Output the first line of the listing and each line after it, up to and including the line that contains "position:absolute; left:24px; top:24px;", exactly as written, minus the pictures.

Source data: Begin

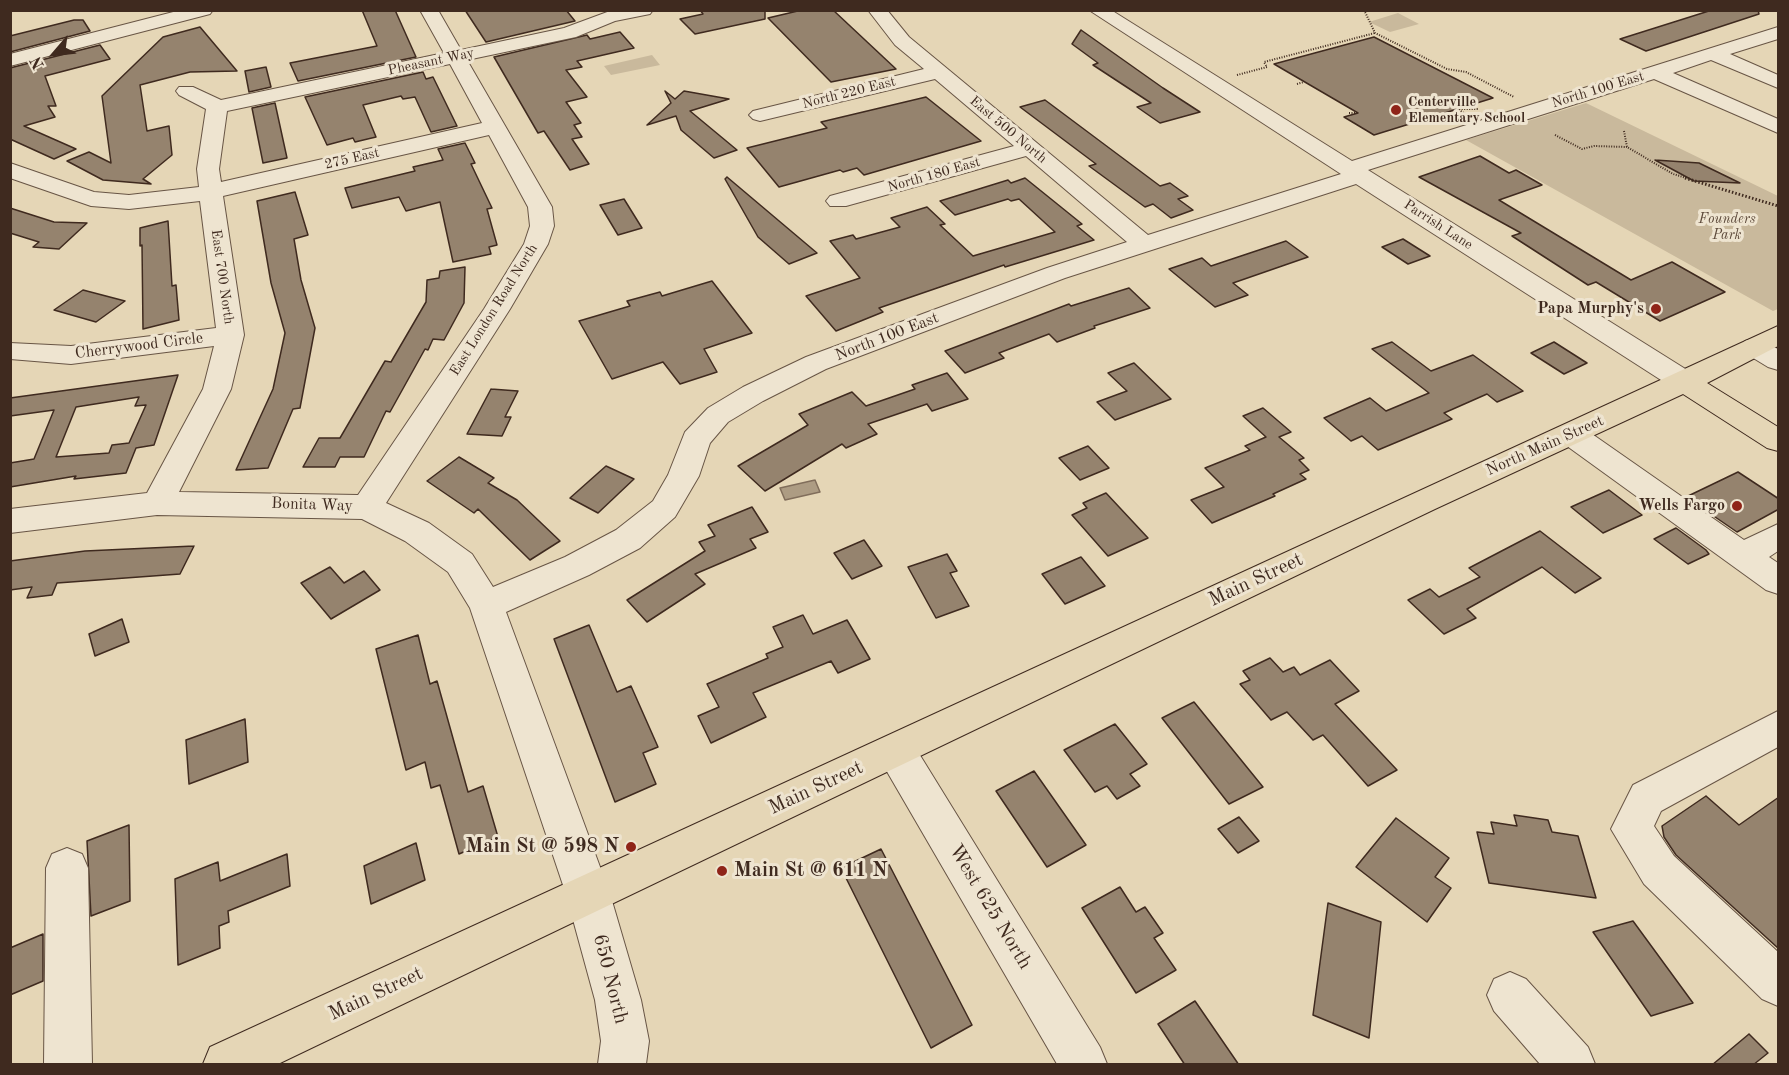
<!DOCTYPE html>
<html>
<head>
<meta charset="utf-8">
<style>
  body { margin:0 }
  #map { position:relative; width:1789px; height:1075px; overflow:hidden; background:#e5d6b6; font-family:"Old Standard TT",serif }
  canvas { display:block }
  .frame { position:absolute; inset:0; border:12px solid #3f2a1f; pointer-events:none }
  .north { position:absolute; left:24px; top:24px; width:60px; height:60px; -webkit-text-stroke:4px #eee4d0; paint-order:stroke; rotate:242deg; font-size:16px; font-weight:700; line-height:24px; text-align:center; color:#3f2a1f }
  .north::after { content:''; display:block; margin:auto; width:21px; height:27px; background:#3f2a1f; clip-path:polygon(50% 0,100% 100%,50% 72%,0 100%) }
</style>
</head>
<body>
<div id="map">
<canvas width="1789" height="1075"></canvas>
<div class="frame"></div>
<div class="north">N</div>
</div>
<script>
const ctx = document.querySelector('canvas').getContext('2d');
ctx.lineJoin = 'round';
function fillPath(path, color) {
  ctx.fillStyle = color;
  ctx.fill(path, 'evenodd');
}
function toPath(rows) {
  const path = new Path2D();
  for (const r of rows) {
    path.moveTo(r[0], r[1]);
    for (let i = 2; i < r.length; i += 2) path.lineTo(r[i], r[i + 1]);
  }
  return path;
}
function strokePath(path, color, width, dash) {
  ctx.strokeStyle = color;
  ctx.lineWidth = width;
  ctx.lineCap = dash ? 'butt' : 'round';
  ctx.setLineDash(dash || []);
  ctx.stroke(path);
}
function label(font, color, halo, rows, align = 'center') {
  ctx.font = font + ' "Old Standard TT",serif';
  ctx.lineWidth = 6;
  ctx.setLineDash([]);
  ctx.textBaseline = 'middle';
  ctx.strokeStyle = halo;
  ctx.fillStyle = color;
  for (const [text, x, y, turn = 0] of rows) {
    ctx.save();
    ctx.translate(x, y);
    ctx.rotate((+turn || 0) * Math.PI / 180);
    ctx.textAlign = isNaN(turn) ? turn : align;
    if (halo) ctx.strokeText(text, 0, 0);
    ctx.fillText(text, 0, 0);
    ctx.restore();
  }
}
const green = toPath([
  [1398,13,1419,24,1390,32,1369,22],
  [652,55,660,65,611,75,604,66],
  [1586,103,1778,196,1778,309,1773,311,1466,140]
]);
const water = toPath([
  [815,480,820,492,785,500,780,488,815,480]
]);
const building = toPath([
  [362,10,395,10,416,57,298,81,290,63,377,46,362,10],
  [465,10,566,10,575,21,486,42,465,10],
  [700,10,765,10,765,19,695,34,680,19,703,14,700,10],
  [802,10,833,10,896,69,831,82,768,18,802,10],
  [1712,10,1758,10,1759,14,1646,51,1620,39,1712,10],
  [74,20,83,20,90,31,10,52,10,36,74,20],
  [200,27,237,71,190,72,140,85,147,131,169,126,172,155,143,179,151,184,103,180,67,161,89,152,111,163,102,96,163,37,200,27],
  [1081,30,1163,88,1200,112,1160,123,1137,107,1151,103,1093,65,1098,63,1072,44,1081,30],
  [620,32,634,48,577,61,582,67,566,70,587,97,566,102,581,123,574,125,582,137,572,139,589,164,570,170,544,131,538,133,494,57,587,35,590,39,620,32],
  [1374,37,1493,98,1374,135,1344,117,1358,113,1274,64,1374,37],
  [100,45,110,59,45,76,56,106,48,106,55,117,24,126,76,149,54,159,10,139,10,68,100,45],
  [266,67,271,87,249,92,245,71,266,67],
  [423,72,426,79,433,77,457,126,431,132,415,97,403,99,401,96,363,105,376,137,355,142,353,138,327,145,305,97,423,72],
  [665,91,675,99,684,91,729,99,690,111,737,150,714,158,681,130,676,116,647,125,671,103,665,91],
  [926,97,981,141,864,175,857,168,843,172,840,170,779,187,747,148,827,128,821,122,926,97],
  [1045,100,1160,186,1170,183,1188,196,1178,199,1193,210,1171,218,1153,204,1145,207,1089,166,1096,164,1020,107,1045,100],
  [275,103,287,158,263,163,252,108,275,103],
  [465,143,475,163,471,164,492,208,487,209,497,245,489,247,491,254,453,262,440,202,406,211,399,197,352,208,345,188,415,171,413,167,443,160,438,149,465,143],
  [1480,156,1509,173,1516,170,1542,185,1499,200,1631,280,1672,262,1725,292,1660,321,1596,282,1588,285,1512,236,1521,233,1419,177,1480,156],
  [1655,160,1699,163,1740,183,1694,181,1655,160],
  [727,177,817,253,789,264,758,237,725,179,727,177],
  [1025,178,1082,224,1077,226,1094,240,1005,267,1004,265,879,308,883,312,836,331,806,296,860,278,830,241,853,235,856,239,900,227,891,218,927,207,945,224,940,225,973,256,1055,232,1019,199,1011,201,1008,199,955,215,940,201,1008,180,1011,183,1025,178],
  [295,192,308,235,294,239,301,280,315,328,300,408,293,409,268,468,236,470,273,389,285,333,271,283,257,201,295,192],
  [624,199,642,228,618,235,600,205,624,199],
  [10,208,54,222,87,223,59,249,33,247,39,242,10,233,10,208],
  [168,221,172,286,176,285,179,320,143,329,142,245,140,246,140,228,168,221],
  [1403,239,1430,256,1408,264,1382,247,1403,239],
  [1286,241,1308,257,1233,283,1248,295,1215,307,1169,269,1202,258,1211,266,1286,241],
  [465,267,464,303,444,340,433,339,428,350,425,349,390,412,386,411,364,457,340,457,335,467,303,467,319,438,340,438,385,361,391,362,426,302,427,280,439,278,440,271,465,267],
  [712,281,752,333,704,349,717,372,680,384,663,362,612,379,579,321,630,306,627,301,660,292,662,296,712,281],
  [1129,288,1150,308,1094,326,1095,328,1057,342,1049,334,999,353,1004,358,965,373,945,351,1069,304,1071,306,1129,288],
  [83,290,125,301,96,322,54,310,83,290],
  [1392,342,1431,371,1473,355,1523,391,1497,402,1487,394,1444,413,1452,419,1378,450,1362,436,1351,441,1324,418,1370,398,1386,411,1429,393,1372,349,1392,342],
  [1554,342,1587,363,1564,374,1531,353,1554,342],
  [1134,363,1171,399,1115,420,1097,402,1127,391,1108,373,1134,363],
  [947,373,968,399,932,411,927,404,868,424,877,434,846,448,842,444,765,491,738,466,808,425,799,414,852,392,866,406,915,389,912,385,947,373],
  [178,375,154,445,136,448,126,473,74,479,76,476,10,487,10,463,34,459,54,410,10,416,10,398,178,375],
  [139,397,135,406,146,405,129,443,112,445,109,453,56,457,76,407,139,397],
  [491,389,518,391,505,417,511,417,502,436,467,434,491,389],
  [1263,408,1291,432,1279,437,1304,458,1299,460,1309,470,1300,474,1306,479,1273,494,1275,496,1212,523,1191,500,1224,487,1205,468,1250,450,1245,446,1266,437,1243,416,1263,408],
  [1088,446,1109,468,1080,480,1059,458,1088,446],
  [459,457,494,478,488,483,517,500,560,541,530,560,478,509,474,513,427,481,459,457],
  [606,466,634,479,598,513,570,498,606,466],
  [1738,472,1779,499,1779,509,1737,532,1686,497,1738,472],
  [1609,490,1642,515,1603,533,1571,507,1609,490],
  [1106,493,1148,538,1108,556,1072,515,1087,508,1083,503,1106,493],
  [752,507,768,532,750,539,756,548,695,574,705,584,647,622,627,600,705,551,699,542,715,536,708,525,752,507],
  [1676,528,1706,550,1709,554,1688,564,1654,539,1676,528],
  [1540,531,1601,578,1575,593,1542,567,1467,609,1476,618,1444,634,1408,600,1430,589,1439,597,1480,577,1469,568,1540,531],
  [864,540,882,566,852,579,834,553,864,540],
  [194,546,180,574,57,583,52,595,27,598,32,587,10,590,10,561,85,551,194,546],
  [947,554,957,571,950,573,969,606,936,618,908,567,947,554],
  [1081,557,1105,586,1065,604,1042,574,1081,557],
  [330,567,344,583,364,571,380,590,331,619,301,583,330,567],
  [803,615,813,634,847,620,870,659,838,673,831,661,753,693,766,717,711,743,698,716,719,707,707,684,768,658,766,654,783,647,773,627,803,615],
  [122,619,129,642,95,656,89,634,122,619],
  [589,625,617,692,631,686,658,747,643,753,656,784,615,802,554,639,589,625],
  [418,635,430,684,437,681,468,792,483,786,498,837,459,854,440,785,431,788,425,762,406,770,376,649,418,635],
  [1270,658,1283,672,1294,667,1300,675,1330,660,1359,691,1335,704,1397,770,1368,786,1323,735,1313,740,1287,712,1271,720,1240,684,1250,680,1243,671,1270,658],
  [1194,702,1263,787,1229,804,1162,718,1194,702],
  [245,719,248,762,189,784,186,740,245,719],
  [1115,724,1147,764,1130,774,1140,786,1117,799,1107,786,1095,792,1064,750,1115,724],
  [1034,771,1086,845,1047,867,996,791,1034,771],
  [1706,796,1739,825,1779,797,1779,949,1676,855,1664,837,1662,826,1706,796],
  [1514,815,1548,820,1552,832,1578,836,1596,898,1489,883,1477,832,1494,834,1491,822,1517,826,1514,815],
  [1239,817,1259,841,1238,853,1218,829,1239,817],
  [1396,818,1449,858,1435,877,1451,888,1427,922,1356,867,1396,818],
  [129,825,130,901,91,916,87,841,129,825],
  [416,843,425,880,371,904,364,866,416,843],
  [881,849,972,1025,931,1048,841,868,881,849],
  [287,854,290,886,228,911,229,922,219,926,220,948,178,965,175,879,218,862,220,881,287,854],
  [1120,887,1136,912,1145,907,1163,933,1154,938,1176,970,1136,993,1082,908,1120,887],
  [1328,903,1381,922,1369,1038,1313,1015,1328,903],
  [1633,921,1693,1003,1651,1016,1593,932,1633,921],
  [43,934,43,981,10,995,10,948,43,934],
  [1195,1001,1239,1065,1185,1065,1158,1024,1195,1001],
  [1749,1034,1768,1053,1753,1065,1712,1065,1749,1034]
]);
const pathFar1 = toPath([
  [1364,10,1375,33,1447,69,1466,72,1514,97],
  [1237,75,1267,67,1264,62,1375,33],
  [1297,84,1304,82],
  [1349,113,1358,113],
  [1466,114,1457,109,1478,109],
  [1624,131,1627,147,1673,174,1690,179],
  [1555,135,1582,149,1594,146,1627,147]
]);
const path = toPath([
  [1685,178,1778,206]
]);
const minor = toPath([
  [181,10,213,10,210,14,10,66,10,54,181,10],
  [420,10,438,10,461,50,564,28,610,11,653,10,650,14,615,21,576,37,467,60,552,207,554,226,548,244,510,309,386,503,429,523,472,554,493,587,565,557,616,530,653,501,668,475,685,432,708,408,743,387,806,357,1047,268,1127,242,1026,156,846,206,830,206,826,201,830,196,1014,146,935,79,760,121,753,119,749,115,753,111,924,69,895,45,868,10,887,10,909,37,1148,235,1341,174,1089,10,1111,10,1352,161,1778,27,1778,39,1730,54,1778,75,1778,88,1711,60,1673,73,1778,119,1778,133,1654,79,1368,170,1695,375,1699,382,1695,389,1685,391,1675,389,1356,184,1065,278,826,369,763,401,728,422,710,443,699,476,675,517,640,548,589,575,506,612,610,894,641,1000,649,1041,646,1064,598,1064,601,1041,595,1000,566,894,470,608,448,572,405,541,362,519,157,515,10,533,10,509,147,493,203,389,214,346,71,364,10,359,10,343,71,346,216,328,200,201,129,209,91,206,10,178,10,163,94,192,129,195,199,187,197,169,206,109,179,95,176,91,179,87,193,87,221,100,444,53,420,10],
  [450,64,482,123,221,182,219,169,227,111,450,64],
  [489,135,528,207,530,226,524,244,484,309,358,495,179,492,231,389,244,335,223,196,489,135],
  [1755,338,1778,349,1778,370,1768,367,1745,353,1741,347,1745,341,1755,338],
  [1571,424,1582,427,1744,540,1778,524,1778,551,1769,557,1778,563,1778,594,1766,590,1560,441,1556,434,1560,427,1571,424],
  [1778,711,1778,747,1661,811,1654,826,1674,856,1778,952,1778,1006,1762,999,1644,884,1611,829,1633,785,1778,711],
  [896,734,910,739,1100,1047,1107,1064,1057,1064,882,763,876,751,882,739,896,734],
  [67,848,82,854,88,868,92,1064,44,1064,46,868,52,854,67,848],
  [1510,972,1526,979,1588,1047,1595,1064,1540,1064,1494,1011,1487,995,1494,979,1510,972]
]);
const major = toPath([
  [1778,326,1778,346,1707,383,1778,427,1778,451,1767,448,1683,394,1435,509,278,1064,203,1064,210,1047,1778,326]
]);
const markers = [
  [1396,110,6,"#8f2418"],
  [1656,309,6,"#8f2418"],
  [1737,506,6,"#8f2418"],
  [631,847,6,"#8f2418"],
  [722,871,6,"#8f2418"]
];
const farStreetnames = [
  ["Pheasant Way",431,62,-12],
  ["North 100 East",1598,90,-17],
  ["North 220 East",849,93,-14],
  ["East 500 North",1008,130,40],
  ["275 East",352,159,-13],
  ["North 180 East",934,175,-16],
  ["Parrish Lane",1438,225,33],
  ["East 700 North",222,277,82],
  ["East London Road North",494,310,-58]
];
const farPoinames = [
  ["Centerville",1408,102],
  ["Elementary School",1408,118]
];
const farParknames = [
  ["Founders",1727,219],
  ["Park",1727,235]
];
const poiNames = [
  ["Papa Murphy's",1644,309],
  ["Wells Fargo",1725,506]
];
const streetNames = [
  ["North 100 East",887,337,-21],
  ["Cherrywood Circle",139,346,-7],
  ["North Main Street",1545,446,-24],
  ["Bonita Way",312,505,2]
];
const nearStreetnames = [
  ["Main Street",1256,580,-25],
  ["Main Street",816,788,-25],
  ["West 625 North",990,907,59],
  ["650 North",610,979,76],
  ["Main Street",376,994,-25]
];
const nearPoinames = [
  ["Main St @ 598 N",619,847],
  ["Main St @ 611 N",734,871,"left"]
];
fillPath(green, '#c9b99c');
fillPath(water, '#ad9c83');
strokePath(water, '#816e5b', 1.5);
fillPath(building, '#95836e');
strokePath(building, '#3f2a1f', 1.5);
strokePath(minor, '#685545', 2);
strokePath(major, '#3f2a1f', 2);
strokePath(pathFar1, '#3f2a1f', 2, [1, 1.5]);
strokePath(path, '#3f2a1f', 3, [1.5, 2]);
fillPath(minor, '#eee4d0');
fillPath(major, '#e5d6b6');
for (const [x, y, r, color] of markers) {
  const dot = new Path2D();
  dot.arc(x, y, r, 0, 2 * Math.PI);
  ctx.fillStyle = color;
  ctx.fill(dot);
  strokePath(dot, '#eee4d0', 2);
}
label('14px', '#3f2a1f', '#eee4d0', farStreetnames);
label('bold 14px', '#3f2a1f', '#eee4d0', farPoinames, 'left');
label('italic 14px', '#5b4738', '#eee4d0', farParknames);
label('bold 16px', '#3f2a1f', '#eee4d0', poiNames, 'right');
label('16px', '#3f2a1f', '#eee4d0', streetNames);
label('20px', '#3f2a1f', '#eee4d0', nearStreetnames);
label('bold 20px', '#3f2a1f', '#eee4d0', nearPoinames, 'right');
</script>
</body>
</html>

Source data: End

### [Exercise output]
<!DOCTYPE html>
<html>
<head>
<meta charset="utf-8">
<style>
  body { margin:0 }
  #map { position:relative; width:1789px; height:1075px; overflow:hidden; background:#e5d6b6; font-family:"Old Standard TT",serif }
  canvas { display:block }
  .frame { position:absolute; inset:0; border:12px solid #3f2a1f; pointer-events:none }
  .north { position:absolute; left:24px; top:24px; width:60px; height:60px; -webkit-text-stroke:4px #eee4d0; paint-order:stroke; rotate:242deg; font-size:16px; font-weight:700; line-height:24px; text-align:center; color:#3f2a1f }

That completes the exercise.